Data Warehousing Series |
An IT architecture is built and functions under a set of constraints that derive from architecture’s components. Usually, if we want flexibility or to change something in one area, this might have an impact in another area. This rule applies to the usage of the medallion architecture as well!
In Data
Warehousing the medallion architecture considers a multilayered
approach in building a single source of truth, each layer denoting the quality of
data stored in the lakehouse [1]. For the moment are defined 3 layers - bronze for
raw data, silver for validated data, and gold for enriched data.
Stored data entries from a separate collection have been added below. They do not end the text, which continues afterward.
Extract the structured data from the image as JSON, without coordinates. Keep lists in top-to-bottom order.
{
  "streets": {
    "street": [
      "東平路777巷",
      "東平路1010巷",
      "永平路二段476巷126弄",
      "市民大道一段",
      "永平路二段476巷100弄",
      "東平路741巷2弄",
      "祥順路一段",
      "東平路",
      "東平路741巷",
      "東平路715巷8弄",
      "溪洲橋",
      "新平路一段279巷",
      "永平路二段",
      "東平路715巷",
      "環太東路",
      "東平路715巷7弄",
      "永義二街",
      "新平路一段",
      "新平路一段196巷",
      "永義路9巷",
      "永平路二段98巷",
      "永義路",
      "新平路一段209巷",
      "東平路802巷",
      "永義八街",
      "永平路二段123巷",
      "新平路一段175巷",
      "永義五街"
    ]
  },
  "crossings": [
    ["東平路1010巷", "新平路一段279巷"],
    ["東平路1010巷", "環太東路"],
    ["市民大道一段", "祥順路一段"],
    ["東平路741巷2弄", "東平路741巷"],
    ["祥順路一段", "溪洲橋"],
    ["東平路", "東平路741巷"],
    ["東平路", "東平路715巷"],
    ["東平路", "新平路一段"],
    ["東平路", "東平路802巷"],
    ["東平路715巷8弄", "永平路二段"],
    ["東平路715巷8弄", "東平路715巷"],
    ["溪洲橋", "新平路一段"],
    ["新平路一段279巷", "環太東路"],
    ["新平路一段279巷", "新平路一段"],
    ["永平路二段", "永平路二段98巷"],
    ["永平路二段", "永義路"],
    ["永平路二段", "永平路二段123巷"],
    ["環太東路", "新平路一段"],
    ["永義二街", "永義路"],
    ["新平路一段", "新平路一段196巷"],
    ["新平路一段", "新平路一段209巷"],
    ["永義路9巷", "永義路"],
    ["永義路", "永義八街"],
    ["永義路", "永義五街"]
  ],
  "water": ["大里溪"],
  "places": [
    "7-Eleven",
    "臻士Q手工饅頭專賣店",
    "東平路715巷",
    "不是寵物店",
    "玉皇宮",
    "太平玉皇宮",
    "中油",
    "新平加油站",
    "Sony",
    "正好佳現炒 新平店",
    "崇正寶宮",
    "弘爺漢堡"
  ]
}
The concept seems
sound considering that a Data Lake contains all types of raw data of different quality that
needs to be validated and prepared for reporting or other purposes.
On the
other side there are systems like Dynamics 365 that synchronize the data in
near-real-time to the Data Lake through various mechanisms at table and/or data entity level (think of
data entities as views on top of other tables or views). The databases behind
are relational and in theory the data should be of proper quality as needed by business.
The greatest benefit of serverless SQL pool is that it can be used to build near-real-time data analytics solutions on top of the files existing in the Data Lake and the mechanism is quite simple. On top of such files are built external tables in serverless SQL pool, tables that reflect the data model from the source systems. The external tables can be called as any other tables from the various database objects (views, stored procedures and table-valued functions). Thus, can be built an enterprise data model with dimensions, fact-like and mart-like entities on top of the synchronized filed from the Data Lake. The Data Lakehouse (= Data Warehouse + Data Lake) thus created can be used for (enterprise) reporting and other purposes.
As long as there are no special requirements for data processing (e.g. flattening hierarchies, complex data processing, high-performance, data cleaning) this approach allows to report the data from the data sources in near-real time (10-30 minutes), which can prove to be useful for operational and tactical reporting. Tapping into this model via standard Power BI and paginated reports is quite easy.
Now, if it's to use the data medallion approach and rely on pipelines to process the data, unless one is able to process the data in near-real-time or something compared with it, a considerable delay will be introduced, delay that can span from a couple of hours to one day. It's also true that having the data prepared as needed by the reports can increase the performance considerably as compared to processing the logic at runtime. There are advantages and disadvantages to both approaches.
Probably, the most important scenario that needs to be handled is that of integrating the data from different sources. If unique mappings between values exist, unique references are available in one system to the records from the other system, respectively when a unique logic can be identified, the data integration can be handled in serverless SQL pool.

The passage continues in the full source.